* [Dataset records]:
· · · · ·

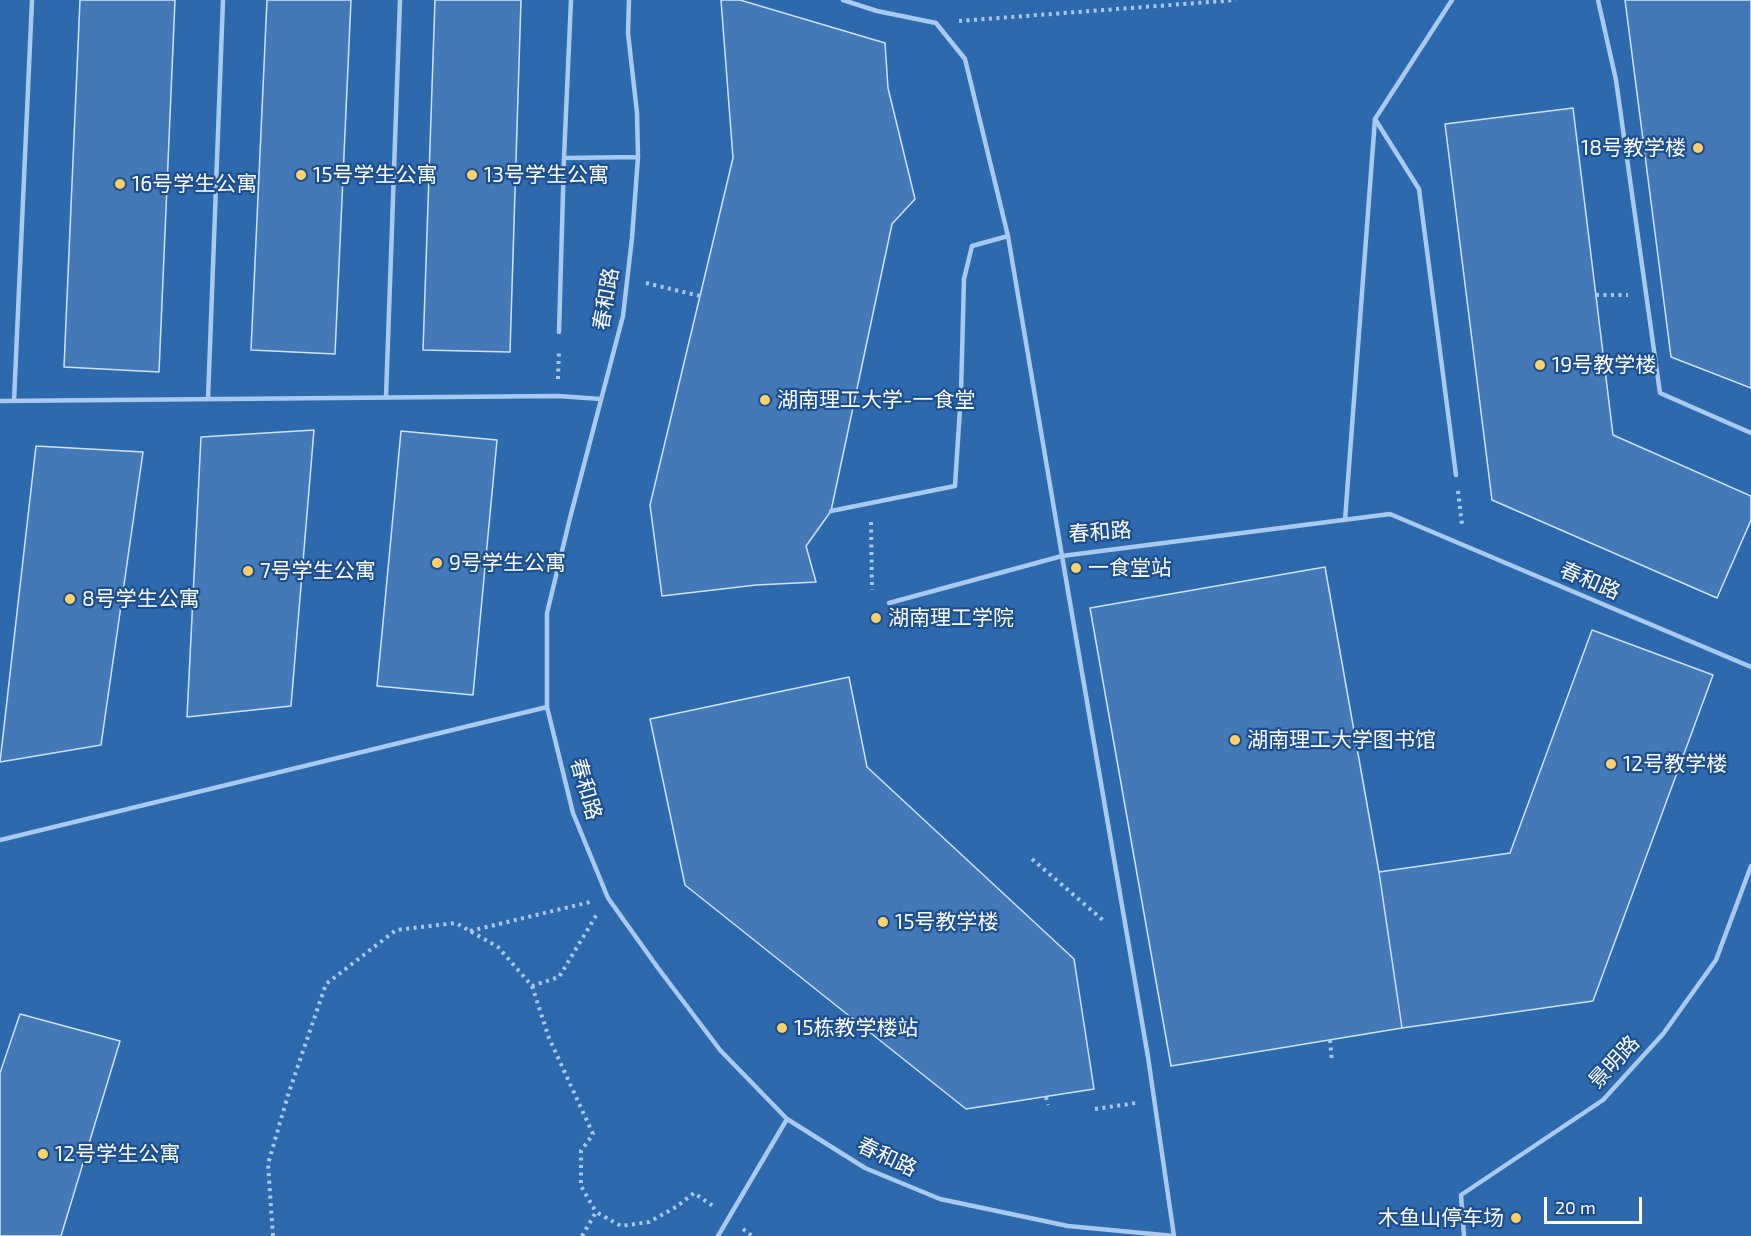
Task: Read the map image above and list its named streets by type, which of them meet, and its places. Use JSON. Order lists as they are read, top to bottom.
{
  "streets": {
    "lane": ["春和路", "景明路"]
  },
  "places": [
    "18号教学楼",
    "15号学生公寓",
    "13号学生公寓",
    "16号学生公寓",
    "19号教学楼",
    "湖南理工大学-一食堂",
    "9号学生公寓",
    "一食堂站",
    "7号学生公寓",
    "8号学生公寓",
    "湖南理工学院",
    "湖南理工大学图书馆",
    "12号教学楼",
    "15号教学楼",
    "15栋教学楼站",
    "12号学生公寓",
    "木鱼山停车场"
  ],
  "scale_bar": "20 m"
}
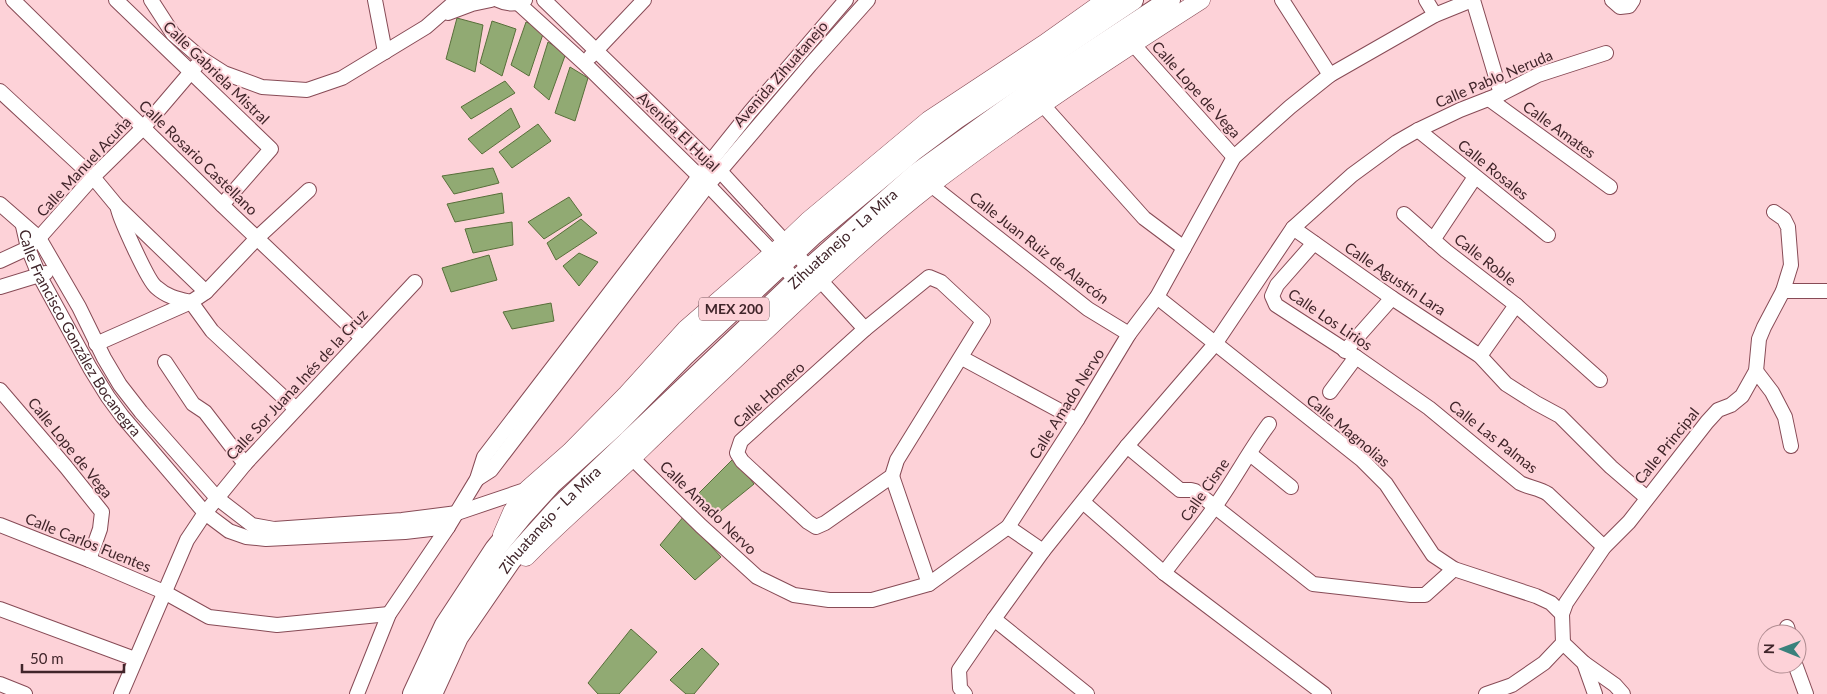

· · · · ·

* [What you are asked to do]: Give a verbatim transcription of the entries, leaving out the pictures.

* [Task output]:
Task: Read the map image above and list its named streets by type, which of them meet, and its places. Use JSON. Order lists as they are read, top to bottom.
{
  "streets": {
    "lane": ["春和路", "景明路"]
  },
  "places": [
    "18号教学楼",
    "15号学生公寓",
    "13号学生公寓",
    "16号学生公寓",
    "19号教学楼",
    "湖南理工大学-一食堂",
    "9号学生公寓",
    "一食堂站",
    "7号学生公寓",
    "8号学生公寓",
    "湖南理工学院",
    "湖南理工大学图书馆",
    "12号教学楼",
    "15号教学楼",
    "15栋教学楼站",
    "12号学生公寓",
    "木鱼山停车场"
  ],
  "scale_bar": "20 m"
}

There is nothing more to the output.